従来、店頭にて取得できる顧客データは店舗全体の来店者数と商品を購入した顧客情報だけだった。
Idein株式会社と株式会社そごう・西武は共同で、そごう大宮店にてフロアをまたいだ来店客の行動・目的を可視化する実証実験を2023年5月30日~9月30日の期間、実施する。実証実験は2022年から実施しており、今回で3回目となる。
過去2回のAIカメラを用いた実証実験では、特定フロアにおける時間帯ごとの来店者数とその顧客属性の推定情報が取得できるようになった。そして、取得したデータを基にした品揃えや催事の開催などに取り組むことで、新たな顧客の取り込みに繋がるなど一定の成果が出ているという。
今回の実証実験はそれらを発展させた取組みとして、来店客の行動を可視化し、EC同様に顧客の解像度を上げることを目指す。その分析結果をもとに、品揃え・店舗レイアウトの改善を図り、顧客体験価値の向上につなげる。
今回の実証実験では、IdeinのActcastに繋がったAIカメラを19台使用しており、取得したいデータ(来店数、属性(性別・年代)、来店客のフロア間行動履歴(店舗内の位置、買い回りの順序、滞在時間)など)に応じてAIアプリを入れ替えることができる。今回は従来の人物の属性分析アプリから行動分析アプリにAIを入れ替えて実施した。

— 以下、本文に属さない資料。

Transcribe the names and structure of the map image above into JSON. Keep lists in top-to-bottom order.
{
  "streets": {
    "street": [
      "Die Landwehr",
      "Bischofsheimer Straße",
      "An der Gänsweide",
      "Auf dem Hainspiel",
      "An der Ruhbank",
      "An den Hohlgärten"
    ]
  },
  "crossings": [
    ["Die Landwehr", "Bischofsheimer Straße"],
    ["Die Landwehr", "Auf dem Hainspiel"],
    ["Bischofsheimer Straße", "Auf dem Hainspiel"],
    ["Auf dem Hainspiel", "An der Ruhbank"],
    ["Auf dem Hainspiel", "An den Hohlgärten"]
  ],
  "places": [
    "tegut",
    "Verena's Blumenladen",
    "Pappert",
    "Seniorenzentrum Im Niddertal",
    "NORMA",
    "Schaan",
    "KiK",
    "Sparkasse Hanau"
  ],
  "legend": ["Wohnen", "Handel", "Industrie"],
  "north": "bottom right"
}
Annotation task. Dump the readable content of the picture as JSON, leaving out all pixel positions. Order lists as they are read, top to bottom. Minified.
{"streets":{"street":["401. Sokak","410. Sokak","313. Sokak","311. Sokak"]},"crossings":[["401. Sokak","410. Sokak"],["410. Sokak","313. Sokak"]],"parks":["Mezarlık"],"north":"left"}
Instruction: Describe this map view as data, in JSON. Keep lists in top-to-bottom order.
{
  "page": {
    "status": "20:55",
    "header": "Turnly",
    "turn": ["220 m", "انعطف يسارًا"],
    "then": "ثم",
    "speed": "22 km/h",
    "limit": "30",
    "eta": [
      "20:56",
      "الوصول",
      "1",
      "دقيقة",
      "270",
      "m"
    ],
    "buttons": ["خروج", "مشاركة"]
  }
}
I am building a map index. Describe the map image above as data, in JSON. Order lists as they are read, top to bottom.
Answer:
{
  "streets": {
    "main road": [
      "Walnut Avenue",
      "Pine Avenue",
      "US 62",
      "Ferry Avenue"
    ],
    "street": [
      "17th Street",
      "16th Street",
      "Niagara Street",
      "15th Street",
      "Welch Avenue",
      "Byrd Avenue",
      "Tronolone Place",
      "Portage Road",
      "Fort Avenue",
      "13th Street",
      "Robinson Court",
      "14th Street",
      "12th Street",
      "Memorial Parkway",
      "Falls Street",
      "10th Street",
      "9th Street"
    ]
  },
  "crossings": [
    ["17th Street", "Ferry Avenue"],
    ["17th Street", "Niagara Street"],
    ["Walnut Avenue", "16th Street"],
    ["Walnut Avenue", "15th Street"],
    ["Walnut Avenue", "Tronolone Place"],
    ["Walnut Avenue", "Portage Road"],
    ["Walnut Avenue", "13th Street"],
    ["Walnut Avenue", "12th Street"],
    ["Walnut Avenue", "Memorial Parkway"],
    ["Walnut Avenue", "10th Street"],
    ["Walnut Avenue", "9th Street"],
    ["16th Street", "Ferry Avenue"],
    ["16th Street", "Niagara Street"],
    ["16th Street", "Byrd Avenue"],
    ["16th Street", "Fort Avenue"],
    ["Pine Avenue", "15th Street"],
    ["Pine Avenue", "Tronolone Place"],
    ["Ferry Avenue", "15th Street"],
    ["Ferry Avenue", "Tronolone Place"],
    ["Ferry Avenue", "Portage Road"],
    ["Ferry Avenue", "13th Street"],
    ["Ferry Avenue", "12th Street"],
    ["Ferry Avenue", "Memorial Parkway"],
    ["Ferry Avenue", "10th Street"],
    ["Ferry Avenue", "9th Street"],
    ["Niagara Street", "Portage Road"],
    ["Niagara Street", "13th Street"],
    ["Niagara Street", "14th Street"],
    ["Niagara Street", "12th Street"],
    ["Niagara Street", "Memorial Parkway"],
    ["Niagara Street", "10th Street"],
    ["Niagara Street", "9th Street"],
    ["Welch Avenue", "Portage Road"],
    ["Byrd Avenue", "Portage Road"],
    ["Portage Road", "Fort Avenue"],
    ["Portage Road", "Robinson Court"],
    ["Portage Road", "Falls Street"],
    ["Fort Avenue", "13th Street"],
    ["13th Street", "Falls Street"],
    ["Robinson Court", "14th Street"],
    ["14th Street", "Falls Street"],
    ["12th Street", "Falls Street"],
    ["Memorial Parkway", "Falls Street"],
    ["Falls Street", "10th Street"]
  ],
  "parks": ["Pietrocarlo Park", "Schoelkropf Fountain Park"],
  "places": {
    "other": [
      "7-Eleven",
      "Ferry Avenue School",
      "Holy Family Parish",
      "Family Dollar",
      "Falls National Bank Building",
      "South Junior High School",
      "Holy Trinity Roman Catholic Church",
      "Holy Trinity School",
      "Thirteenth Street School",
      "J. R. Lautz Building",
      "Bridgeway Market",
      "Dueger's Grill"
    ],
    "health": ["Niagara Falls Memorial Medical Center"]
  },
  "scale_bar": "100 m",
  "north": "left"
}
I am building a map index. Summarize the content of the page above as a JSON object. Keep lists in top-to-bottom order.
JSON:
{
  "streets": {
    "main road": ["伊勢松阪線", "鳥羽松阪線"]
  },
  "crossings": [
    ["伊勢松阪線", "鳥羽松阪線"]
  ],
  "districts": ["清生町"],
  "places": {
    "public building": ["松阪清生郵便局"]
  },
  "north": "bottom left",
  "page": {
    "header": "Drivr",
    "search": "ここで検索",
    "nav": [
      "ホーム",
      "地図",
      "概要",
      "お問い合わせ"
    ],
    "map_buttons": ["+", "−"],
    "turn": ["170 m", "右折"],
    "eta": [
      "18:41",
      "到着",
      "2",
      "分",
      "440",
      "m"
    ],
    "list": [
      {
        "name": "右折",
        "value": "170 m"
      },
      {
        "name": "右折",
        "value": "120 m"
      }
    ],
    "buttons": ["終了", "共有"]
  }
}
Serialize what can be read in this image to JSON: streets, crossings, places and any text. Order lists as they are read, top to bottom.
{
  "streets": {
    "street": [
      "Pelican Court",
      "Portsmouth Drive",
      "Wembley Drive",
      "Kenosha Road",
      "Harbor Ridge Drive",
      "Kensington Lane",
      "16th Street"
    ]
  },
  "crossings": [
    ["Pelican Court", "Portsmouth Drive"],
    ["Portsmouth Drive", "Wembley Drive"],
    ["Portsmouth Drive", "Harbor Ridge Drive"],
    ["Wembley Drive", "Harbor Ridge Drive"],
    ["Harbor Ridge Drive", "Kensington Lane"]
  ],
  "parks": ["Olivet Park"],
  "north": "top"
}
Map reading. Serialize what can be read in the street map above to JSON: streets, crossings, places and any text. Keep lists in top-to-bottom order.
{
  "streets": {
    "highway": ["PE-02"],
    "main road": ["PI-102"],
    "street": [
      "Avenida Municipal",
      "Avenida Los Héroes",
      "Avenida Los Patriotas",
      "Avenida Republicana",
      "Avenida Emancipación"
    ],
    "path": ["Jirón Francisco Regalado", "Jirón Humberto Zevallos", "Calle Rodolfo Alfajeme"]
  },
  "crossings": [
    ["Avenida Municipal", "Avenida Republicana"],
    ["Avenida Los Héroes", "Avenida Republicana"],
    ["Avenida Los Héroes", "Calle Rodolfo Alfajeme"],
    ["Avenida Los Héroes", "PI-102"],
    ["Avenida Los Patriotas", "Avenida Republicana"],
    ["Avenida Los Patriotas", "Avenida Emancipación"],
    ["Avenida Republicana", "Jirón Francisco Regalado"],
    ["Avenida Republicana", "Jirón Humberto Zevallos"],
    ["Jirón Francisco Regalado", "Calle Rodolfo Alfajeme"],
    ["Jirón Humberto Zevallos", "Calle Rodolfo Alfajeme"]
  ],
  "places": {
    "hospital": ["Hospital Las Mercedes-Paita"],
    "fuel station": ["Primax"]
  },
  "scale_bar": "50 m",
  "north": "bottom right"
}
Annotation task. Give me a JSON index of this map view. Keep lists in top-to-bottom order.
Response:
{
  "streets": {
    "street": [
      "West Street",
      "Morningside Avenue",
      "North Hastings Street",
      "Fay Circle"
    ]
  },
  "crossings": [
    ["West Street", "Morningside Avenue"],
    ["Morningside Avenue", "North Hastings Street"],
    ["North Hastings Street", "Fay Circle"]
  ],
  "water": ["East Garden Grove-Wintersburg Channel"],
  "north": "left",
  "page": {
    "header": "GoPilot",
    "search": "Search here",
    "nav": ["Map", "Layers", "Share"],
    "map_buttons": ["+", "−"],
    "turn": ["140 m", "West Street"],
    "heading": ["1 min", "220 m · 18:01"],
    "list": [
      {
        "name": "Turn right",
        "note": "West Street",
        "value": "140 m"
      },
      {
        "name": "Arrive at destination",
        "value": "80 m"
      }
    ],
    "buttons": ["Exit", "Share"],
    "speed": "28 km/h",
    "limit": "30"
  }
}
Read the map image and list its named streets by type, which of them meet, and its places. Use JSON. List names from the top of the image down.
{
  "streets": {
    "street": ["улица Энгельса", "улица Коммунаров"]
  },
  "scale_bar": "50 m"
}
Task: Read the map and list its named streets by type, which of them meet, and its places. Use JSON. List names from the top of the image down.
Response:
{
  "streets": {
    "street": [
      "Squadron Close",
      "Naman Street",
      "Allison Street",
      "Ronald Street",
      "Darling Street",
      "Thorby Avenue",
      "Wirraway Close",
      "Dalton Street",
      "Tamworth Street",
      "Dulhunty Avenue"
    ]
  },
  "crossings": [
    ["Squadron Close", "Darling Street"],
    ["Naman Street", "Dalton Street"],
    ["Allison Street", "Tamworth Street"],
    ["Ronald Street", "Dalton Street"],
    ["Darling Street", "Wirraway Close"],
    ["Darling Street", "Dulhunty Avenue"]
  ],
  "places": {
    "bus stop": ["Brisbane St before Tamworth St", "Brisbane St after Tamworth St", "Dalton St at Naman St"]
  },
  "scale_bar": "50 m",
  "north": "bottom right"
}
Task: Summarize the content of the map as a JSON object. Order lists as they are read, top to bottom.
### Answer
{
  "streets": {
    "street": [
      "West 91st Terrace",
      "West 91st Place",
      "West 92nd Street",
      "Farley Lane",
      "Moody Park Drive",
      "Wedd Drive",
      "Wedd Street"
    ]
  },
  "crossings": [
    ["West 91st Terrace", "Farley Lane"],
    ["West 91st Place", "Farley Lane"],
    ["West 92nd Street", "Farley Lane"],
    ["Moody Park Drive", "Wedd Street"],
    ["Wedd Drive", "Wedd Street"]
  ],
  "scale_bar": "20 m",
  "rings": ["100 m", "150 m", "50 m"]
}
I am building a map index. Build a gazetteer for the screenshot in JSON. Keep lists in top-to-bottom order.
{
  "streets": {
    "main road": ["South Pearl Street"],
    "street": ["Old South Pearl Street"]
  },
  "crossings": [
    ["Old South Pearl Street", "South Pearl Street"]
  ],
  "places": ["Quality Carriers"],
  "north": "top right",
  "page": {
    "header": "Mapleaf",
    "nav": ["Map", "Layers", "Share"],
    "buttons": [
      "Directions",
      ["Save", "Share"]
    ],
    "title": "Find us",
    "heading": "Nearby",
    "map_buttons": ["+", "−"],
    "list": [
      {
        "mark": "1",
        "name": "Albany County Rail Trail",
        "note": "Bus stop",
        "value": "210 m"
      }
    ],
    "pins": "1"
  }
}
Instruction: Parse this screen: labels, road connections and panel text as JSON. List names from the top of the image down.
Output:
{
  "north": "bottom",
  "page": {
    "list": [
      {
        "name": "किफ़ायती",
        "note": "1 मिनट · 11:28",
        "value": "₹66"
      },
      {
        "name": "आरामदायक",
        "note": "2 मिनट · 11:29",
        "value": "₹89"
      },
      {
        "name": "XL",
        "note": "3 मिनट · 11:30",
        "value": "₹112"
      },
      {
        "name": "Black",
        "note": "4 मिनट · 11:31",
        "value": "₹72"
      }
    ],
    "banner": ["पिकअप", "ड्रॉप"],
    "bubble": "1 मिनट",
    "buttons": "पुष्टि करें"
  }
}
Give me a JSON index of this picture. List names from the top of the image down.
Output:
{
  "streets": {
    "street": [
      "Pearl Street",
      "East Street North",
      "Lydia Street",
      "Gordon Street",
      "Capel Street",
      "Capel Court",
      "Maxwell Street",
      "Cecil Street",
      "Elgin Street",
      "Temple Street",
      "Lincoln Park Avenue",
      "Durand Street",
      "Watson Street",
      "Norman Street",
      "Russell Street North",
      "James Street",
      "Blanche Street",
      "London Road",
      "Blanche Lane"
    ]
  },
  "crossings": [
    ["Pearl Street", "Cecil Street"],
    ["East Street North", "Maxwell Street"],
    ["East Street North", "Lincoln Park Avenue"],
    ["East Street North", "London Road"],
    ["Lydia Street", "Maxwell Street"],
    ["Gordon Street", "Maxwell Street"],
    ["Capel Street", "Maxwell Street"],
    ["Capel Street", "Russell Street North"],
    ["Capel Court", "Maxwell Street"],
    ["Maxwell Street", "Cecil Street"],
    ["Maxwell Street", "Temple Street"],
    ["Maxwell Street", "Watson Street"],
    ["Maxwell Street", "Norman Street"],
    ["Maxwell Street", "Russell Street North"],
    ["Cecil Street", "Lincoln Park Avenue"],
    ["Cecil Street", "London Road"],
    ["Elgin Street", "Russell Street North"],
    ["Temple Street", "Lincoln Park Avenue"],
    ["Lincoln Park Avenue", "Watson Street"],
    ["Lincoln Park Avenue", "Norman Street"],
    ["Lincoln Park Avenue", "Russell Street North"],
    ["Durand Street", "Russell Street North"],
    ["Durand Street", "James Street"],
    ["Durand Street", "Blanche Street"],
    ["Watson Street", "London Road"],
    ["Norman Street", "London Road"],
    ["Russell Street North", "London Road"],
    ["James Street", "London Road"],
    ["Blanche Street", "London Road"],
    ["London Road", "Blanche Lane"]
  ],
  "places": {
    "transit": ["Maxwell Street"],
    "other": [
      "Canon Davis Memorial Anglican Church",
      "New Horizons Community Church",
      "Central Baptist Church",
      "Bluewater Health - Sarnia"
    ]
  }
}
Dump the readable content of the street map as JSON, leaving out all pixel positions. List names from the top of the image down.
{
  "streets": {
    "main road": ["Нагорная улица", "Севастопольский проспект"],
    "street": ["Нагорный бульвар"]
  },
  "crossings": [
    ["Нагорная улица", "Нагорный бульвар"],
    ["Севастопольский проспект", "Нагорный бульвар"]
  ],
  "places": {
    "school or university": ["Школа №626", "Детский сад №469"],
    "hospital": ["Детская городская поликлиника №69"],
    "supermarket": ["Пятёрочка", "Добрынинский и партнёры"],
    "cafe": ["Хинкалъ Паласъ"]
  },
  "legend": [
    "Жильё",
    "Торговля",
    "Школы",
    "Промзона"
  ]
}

行動分析に用いているReIDは、顔の特徴点をベクトルデータ化してIDを付与することで、同じ顔の特徴を持つ人物が各フロアのカメラに映った場合に同一人物であることを識別できる技術である。これを活用し、来店客の属性を推定するとともに、来店当日のフロアをまたいだ移動履歴を分析することで、年代別・性別来店客の目的が食品フロアへの目的購買なのか、非目的購買(ついで買い)なのかなどが可視化できるようになる。
このことから、20代の来店客は食品売場以外のフロア(上層階のロフトなどの専門店や化粧品売場)を目的として来店し、ついでに食品フロアに立ち寄る「非目的買い」の傾向が強いことが推測される。そこで、店内を回遊する20代の「ついで買い」をさそう仕掛けを実施すると同時に、目的を持って食品フロアに来店してもらうために20代の来店客に向けた品揃えや催事を開催し、若年層顧客の取り込みを目指すことが有効と考えられるとした。